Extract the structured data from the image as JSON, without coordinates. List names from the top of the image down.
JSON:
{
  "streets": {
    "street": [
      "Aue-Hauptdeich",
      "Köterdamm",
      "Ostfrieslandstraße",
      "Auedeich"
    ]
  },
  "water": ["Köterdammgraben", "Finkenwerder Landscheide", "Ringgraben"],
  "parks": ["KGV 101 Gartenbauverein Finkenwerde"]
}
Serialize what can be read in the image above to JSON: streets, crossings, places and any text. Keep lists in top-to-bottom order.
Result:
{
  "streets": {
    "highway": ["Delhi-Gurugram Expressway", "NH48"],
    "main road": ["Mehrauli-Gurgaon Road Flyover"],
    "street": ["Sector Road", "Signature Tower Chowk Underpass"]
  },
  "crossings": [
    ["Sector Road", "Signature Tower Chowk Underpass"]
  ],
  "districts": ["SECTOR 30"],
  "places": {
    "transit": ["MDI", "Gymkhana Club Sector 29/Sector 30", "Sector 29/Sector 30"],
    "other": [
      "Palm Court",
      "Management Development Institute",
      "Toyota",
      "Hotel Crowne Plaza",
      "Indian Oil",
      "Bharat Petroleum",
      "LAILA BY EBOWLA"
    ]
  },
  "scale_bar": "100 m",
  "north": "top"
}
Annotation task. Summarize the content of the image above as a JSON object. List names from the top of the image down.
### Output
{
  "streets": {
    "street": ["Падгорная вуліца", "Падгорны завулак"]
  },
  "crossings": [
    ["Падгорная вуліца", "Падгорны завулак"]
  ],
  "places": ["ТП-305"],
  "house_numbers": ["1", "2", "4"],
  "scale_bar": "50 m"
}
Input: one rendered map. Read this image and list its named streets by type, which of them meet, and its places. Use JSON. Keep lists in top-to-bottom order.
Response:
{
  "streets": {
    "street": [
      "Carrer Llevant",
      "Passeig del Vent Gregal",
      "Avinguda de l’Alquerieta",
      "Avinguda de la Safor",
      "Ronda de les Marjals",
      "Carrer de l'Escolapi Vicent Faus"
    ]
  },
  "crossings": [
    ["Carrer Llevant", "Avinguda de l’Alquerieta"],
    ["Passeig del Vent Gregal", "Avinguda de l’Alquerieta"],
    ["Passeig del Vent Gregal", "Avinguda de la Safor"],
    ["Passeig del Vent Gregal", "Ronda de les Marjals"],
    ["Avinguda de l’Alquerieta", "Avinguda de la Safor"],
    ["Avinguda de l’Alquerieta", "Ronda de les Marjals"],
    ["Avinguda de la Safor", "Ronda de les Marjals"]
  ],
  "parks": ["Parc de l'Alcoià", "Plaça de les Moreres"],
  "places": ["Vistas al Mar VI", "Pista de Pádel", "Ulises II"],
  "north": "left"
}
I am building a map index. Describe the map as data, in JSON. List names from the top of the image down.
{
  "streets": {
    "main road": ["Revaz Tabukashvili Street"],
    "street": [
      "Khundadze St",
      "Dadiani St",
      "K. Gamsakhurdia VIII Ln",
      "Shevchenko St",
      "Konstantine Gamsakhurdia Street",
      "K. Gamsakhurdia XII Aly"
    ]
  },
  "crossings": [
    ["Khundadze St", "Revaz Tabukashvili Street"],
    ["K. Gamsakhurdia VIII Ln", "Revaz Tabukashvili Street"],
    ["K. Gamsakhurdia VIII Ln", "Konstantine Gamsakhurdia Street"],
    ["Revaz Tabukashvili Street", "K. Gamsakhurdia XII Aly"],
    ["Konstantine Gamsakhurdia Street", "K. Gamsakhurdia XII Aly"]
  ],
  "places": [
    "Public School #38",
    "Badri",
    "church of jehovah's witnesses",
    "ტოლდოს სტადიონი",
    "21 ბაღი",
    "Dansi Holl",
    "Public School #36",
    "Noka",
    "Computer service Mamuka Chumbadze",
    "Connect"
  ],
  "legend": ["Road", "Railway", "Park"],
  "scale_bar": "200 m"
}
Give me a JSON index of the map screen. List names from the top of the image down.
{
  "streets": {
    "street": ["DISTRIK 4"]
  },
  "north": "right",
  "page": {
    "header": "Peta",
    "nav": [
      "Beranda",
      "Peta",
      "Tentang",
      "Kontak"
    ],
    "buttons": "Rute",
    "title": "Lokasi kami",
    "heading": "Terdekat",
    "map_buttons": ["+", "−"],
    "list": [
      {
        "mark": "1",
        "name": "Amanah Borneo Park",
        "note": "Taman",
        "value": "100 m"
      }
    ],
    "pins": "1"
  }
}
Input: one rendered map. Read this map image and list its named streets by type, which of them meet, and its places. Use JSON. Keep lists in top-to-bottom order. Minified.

* PROBLEM DETAILS:
The lines to copy are those in the listing that contain "rendered".

* RESPONSE:
Input: one rendered map. Read this image and list its named streets by type, which of them meet, and its places. Use JSON. Keep lists in top-to-bottom order.
Input: one rendered map. Read this map image and list its named streets by type, which of them meet, and its places. Use JSON. Keep lists in top-to-bottom order. Minified.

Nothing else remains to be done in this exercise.